(Stored dataset items)
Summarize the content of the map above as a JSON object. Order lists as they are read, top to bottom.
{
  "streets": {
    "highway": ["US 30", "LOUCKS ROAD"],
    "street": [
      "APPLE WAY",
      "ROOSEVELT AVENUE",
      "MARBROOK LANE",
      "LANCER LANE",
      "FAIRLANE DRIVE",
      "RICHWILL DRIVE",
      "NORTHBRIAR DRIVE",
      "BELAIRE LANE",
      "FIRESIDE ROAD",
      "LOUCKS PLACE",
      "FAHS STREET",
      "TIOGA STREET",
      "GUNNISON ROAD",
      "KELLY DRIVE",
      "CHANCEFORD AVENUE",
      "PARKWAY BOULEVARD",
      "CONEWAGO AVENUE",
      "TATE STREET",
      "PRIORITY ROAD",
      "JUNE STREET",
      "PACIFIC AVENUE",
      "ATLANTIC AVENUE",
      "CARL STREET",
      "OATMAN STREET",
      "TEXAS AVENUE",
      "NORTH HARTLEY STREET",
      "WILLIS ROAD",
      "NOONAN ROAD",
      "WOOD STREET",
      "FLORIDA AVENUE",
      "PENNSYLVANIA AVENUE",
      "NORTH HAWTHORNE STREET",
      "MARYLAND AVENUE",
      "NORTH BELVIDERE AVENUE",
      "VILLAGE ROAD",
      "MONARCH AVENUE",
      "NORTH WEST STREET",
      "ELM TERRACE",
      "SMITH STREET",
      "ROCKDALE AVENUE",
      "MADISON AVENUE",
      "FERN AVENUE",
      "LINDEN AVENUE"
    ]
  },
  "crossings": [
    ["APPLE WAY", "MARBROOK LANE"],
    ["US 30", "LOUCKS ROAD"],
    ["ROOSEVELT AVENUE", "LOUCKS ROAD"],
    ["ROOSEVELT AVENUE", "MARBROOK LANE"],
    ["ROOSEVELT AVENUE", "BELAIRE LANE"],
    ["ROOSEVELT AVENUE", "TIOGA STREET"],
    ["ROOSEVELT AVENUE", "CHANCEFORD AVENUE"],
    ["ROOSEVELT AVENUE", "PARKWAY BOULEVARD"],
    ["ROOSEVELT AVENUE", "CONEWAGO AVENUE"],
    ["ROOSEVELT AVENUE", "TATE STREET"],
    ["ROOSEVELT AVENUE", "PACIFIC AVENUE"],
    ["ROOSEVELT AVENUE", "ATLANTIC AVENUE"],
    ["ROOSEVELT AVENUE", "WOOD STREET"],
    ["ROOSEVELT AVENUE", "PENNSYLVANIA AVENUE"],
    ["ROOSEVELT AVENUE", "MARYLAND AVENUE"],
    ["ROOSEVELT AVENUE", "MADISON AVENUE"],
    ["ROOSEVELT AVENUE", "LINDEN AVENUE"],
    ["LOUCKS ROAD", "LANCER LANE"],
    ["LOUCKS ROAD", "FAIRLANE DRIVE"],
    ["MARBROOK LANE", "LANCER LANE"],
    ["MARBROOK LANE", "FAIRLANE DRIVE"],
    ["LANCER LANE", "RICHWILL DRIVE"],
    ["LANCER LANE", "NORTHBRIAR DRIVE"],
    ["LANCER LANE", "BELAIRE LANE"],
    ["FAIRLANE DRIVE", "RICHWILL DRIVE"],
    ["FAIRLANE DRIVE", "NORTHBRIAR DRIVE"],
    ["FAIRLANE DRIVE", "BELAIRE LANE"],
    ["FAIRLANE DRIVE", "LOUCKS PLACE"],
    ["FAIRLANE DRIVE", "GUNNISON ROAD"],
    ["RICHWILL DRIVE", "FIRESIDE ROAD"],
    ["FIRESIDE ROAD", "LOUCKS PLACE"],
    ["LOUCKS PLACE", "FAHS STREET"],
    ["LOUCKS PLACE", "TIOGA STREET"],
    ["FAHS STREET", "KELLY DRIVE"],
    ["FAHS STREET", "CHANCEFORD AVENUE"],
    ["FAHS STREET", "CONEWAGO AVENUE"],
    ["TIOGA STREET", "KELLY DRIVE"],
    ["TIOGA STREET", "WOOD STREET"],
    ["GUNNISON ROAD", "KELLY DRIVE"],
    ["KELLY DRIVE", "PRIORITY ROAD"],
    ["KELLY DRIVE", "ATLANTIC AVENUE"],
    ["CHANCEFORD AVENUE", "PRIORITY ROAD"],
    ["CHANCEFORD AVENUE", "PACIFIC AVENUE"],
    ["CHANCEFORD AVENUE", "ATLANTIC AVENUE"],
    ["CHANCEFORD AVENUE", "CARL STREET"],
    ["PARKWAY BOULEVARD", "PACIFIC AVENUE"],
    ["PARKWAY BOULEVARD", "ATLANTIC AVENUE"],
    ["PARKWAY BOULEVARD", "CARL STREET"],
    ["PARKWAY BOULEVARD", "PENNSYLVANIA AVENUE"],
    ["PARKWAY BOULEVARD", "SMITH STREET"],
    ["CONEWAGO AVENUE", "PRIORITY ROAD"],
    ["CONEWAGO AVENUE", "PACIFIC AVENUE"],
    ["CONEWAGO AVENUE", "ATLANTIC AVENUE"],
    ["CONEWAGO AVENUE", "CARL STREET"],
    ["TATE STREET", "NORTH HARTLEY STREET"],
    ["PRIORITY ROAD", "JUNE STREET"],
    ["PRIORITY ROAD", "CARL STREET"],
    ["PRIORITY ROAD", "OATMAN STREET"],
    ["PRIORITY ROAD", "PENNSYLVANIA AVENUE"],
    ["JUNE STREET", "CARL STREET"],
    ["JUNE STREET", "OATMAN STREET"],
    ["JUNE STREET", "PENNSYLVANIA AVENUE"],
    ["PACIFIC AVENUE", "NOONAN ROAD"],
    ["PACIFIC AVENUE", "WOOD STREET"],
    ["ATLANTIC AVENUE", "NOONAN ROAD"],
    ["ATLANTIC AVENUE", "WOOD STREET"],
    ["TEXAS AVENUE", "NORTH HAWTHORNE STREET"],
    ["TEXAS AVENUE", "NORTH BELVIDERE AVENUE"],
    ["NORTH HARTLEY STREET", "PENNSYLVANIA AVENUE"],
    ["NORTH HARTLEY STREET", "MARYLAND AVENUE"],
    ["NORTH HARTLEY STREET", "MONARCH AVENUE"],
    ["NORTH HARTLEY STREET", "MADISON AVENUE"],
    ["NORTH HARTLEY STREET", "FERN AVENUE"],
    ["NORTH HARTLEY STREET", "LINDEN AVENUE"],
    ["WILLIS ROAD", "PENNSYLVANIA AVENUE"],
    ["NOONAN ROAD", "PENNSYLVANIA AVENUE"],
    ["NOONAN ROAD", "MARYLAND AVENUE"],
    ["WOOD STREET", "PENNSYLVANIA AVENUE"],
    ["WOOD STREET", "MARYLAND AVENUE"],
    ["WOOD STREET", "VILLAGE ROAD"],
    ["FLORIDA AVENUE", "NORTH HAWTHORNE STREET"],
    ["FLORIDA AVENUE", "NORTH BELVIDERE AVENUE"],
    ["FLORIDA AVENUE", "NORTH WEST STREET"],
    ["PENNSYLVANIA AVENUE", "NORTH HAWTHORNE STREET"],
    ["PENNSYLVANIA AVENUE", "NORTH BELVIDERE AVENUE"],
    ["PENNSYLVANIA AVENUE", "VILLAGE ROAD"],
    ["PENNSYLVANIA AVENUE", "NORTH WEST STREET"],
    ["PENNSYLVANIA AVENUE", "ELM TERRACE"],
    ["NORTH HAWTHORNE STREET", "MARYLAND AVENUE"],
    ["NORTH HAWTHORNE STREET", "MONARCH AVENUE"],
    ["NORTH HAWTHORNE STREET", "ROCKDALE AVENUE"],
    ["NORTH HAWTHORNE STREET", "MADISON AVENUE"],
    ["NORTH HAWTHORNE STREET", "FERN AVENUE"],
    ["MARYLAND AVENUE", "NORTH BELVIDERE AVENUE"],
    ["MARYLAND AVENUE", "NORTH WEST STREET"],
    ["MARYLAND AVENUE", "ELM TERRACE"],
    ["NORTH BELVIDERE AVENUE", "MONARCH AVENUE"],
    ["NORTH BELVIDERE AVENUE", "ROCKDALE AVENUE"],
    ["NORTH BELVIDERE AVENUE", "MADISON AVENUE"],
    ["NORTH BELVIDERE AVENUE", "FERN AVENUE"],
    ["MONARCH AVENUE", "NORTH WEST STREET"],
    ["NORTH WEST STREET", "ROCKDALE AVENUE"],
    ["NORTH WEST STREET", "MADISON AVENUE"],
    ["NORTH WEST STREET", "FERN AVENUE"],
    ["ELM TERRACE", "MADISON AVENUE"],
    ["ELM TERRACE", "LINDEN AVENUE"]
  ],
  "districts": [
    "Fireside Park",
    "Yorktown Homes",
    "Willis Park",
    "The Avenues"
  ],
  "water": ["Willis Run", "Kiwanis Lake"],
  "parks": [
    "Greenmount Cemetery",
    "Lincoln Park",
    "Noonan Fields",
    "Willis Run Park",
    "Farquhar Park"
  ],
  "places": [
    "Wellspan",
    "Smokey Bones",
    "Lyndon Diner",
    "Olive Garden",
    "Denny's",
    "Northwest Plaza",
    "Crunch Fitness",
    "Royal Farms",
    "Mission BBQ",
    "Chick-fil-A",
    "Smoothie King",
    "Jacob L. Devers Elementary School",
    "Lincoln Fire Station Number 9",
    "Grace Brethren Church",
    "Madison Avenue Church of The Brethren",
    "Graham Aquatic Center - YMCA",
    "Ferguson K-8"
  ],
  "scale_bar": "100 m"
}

To do
Lines containing the word "TIOGA": copy every one of them from the records above.

Solved problem
      "TIOGA STREET",
    ["ROOSEVELT AVENUE", "TIOGA STREET"],
    ["LOUCKS PLACE", "TIOGA STREET"],
    ["TIOGA STREET", "KELLY DRIVE"],
    ["TIOGA STREET", "WOOD STREET"],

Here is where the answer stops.